We can sometimes identify the cause of difficult rehearsals.

It may be that a particular combination of our more confident singers is absent, leaving others to infuse each other with the doubt that usually gets held at bay. It may be that the weather is against us: humidity or an airless room dulls the wits. It may just be that too many of our singers have had difficult days outside rehearsal so they’re sharing their stress rather than leaving it behind to start singing.

Progress on days like this is inevitably going to be slower than on days when everything just slots into place. But there’s a cheery flipside to this: progress on days like this ends up being much more secure and robust than the easy gains on the easy days.

When things don’t go right, that forces us to pay more attention to how to do what we’re aiming for. We have to think more diagnostically, and listen more carefully to what the choir is struggling with. We have identify more precisely what the obstacles are and give clearer, more specific instructions about what to do to overcome them.
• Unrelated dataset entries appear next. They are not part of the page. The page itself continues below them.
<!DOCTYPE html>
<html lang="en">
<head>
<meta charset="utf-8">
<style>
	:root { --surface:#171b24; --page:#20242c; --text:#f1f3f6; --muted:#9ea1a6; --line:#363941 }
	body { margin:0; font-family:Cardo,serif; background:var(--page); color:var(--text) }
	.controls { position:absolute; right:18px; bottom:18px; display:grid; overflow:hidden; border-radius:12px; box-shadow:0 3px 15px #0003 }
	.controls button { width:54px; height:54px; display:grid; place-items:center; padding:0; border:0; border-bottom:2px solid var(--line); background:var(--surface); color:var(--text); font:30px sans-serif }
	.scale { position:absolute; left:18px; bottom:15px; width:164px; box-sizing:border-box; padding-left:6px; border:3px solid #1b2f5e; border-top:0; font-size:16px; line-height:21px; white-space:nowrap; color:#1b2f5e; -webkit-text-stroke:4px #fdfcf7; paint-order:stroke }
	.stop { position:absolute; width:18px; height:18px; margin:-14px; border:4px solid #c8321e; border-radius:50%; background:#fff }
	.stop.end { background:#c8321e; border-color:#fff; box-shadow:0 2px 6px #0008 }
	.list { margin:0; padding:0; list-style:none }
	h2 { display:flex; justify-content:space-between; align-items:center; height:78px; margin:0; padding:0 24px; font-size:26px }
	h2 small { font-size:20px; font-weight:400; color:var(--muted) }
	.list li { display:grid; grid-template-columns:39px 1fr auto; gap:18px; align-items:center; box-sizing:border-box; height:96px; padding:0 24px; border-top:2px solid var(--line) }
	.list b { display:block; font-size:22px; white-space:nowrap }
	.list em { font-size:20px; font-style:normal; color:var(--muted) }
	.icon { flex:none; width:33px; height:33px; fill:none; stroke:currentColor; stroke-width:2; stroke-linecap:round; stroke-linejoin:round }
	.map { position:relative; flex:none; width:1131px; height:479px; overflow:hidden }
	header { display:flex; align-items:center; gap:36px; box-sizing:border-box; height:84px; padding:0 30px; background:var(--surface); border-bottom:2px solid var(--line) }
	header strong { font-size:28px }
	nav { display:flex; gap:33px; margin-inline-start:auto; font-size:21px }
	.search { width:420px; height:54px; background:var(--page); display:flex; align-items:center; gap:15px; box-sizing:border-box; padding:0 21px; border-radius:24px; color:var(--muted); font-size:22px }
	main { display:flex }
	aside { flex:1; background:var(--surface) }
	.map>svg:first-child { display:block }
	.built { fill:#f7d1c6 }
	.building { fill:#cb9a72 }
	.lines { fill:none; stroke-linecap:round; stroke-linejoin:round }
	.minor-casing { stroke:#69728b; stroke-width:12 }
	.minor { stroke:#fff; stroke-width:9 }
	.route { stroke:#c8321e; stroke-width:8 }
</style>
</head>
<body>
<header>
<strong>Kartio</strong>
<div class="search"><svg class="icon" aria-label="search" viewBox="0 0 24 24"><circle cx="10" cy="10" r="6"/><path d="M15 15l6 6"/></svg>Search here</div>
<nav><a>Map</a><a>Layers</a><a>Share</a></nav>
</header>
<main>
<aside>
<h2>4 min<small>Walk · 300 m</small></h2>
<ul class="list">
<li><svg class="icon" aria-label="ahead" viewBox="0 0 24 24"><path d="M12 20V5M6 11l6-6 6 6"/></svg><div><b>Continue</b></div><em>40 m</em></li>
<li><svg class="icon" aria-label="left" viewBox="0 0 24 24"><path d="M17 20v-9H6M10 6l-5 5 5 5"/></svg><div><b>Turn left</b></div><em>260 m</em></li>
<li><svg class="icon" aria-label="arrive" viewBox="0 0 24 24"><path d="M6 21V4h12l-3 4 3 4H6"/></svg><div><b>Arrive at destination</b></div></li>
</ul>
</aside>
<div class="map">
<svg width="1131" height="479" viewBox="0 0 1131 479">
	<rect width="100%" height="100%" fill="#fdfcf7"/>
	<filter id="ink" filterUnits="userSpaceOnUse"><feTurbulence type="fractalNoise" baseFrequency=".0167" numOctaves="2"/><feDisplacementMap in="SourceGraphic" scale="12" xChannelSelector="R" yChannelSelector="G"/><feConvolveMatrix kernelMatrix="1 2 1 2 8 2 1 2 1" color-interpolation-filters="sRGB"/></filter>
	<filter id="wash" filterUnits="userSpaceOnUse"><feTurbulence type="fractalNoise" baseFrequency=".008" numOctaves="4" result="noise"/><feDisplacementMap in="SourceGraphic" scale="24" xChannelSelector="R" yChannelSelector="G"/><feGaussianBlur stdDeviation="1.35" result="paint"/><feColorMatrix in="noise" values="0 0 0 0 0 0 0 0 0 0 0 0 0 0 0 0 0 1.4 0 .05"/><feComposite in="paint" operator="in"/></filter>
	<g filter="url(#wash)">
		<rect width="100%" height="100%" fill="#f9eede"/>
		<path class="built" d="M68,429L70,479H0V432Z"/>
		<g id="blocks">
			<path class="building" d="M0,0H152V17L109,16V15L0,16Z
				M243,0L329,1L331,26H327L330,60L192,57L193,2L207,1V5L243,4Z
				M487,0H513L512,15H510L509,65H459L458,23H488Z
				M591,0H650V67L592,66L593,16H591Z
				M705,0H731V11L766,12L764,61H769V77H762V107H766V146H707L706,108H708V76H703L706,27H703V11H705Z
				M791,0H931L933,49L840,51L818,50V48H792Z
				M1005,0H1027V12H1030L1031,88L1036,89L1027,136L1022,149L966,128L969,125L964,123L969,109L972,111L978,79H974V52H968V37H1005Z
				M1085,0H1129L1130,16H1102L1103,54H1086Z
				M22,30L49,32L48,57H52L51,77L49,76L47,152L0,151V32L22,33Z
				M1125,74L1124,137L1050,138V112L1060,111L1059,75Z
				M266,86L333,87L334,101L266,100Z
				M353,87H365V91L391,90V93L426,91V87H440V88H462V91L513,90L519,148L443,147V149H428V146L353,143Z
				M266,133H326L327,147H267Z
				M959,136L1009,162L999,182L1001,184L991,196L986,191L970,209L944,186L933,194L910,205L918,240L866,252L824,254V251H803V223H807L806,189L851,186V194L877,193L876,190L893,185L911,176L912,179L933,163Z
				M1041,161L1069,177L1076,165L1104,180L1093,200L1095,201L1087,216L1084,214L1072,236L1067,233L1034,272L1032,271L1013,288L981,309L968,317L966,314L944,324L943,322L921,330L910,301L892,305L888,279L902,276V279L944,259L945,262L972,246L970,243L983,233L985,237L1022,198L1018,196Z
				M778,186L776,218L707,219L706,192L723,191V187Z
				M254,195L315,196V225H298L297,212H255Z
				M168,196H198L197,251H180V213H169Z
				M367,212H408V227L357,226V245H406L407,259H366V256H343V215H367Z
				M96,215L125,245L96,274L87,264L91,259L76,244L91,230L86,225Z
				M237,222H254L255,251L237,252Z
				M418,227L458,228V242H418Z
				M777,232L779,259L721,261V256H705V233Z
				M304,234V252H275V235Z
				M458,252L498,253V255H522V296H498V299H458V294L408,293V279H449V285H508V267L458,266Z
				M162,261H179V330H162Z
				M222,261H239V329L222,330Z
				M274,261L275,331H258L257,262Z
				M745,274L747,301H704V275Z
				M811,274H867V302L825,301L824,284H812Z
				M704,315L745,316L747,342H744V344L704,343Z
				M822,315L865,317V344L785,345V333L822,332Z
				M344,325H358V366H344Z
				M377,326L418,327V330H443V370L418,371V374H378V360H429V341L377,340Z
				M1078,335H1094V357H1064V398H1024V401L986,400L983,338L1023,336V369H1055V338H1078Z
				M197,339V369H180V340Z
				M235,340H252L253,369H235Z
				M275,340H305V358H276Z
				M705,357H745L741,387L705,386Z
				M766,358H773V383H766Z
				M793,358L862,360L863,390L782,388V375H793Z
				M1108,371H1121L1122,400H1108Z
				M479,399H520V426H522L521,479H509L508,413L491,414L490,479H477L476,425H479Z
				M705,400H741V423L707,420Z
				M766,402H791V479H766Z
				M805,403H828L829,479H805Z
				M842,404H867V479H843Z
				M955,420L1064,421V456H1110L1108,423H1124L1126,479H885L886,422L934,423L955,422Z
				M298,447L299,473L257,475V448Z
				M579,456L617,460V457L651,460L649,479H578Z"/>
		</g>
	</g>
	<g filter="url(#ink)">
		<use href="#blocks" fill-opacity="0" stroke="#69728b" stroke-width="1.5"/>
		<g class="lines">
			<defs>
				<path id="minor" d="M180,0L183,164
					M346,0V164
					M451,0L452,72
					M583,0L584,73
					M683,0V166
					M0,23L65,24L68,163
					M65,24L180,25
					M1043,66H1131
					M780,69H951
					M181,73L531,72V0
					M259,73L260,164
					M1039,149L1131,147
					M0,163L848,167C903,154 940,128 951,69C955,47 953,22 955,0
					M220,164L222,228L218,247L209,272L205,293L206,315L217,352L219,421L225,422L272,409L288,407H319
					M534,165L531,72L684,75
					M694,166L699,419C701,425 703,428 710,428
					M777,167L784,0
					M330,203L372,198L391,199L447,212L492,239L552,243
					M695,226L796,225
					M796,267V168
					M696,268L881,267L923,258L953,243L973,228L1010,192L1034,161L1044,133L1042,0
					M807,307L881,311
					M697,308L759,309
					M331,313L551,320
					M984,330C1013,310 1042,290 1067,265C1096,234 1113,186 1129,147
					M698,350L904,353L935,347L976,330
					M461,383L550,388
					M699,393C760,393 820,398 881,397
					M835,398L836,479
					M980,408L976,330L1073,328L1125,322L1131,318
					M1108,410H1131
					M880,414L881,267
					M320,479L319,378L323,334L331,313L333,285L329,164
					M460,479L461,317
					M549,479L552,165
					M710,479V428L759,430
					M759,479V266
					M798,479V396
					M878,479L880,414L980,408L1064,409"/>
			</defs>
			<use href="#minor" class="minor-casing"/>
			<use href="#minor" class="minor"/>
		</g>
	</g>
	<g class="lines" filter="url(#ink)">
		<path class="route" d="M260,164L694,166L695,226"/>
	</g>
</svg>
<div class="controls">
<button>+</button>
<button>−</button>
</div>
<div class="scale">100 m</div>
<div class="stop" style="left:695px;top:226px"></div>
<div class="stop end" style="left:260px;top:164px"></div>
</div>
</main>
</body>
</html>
We have to become both more analytical and more inventive in our rehearsal methods.

The result is a significant net gain in technical control. Because things didn’t go right automatically, everyone has had to develop a higher degree of conscious command over what they’re doing – and this is something they can access again as needed in the future. Rather than doing things by intuition or instinct, they can do them at will.

The key to making a difficult rehearsal work for you is thus patience. Assume that nobody is being deliberately tentative or confused (people generally prefer to be confident and certain if they possibly can be), and refrain from getting frustrated with their difficulties. You just need to get stuck into the practical problem solving of helping them master the things they are finding difficult, and celebrating it when they do.

And it’s easier to celebrate when you remember that these achievements are going to be the long-lasting ones. Have you ever noticed how the rehearsal following a difficult one goes unexpectedly well?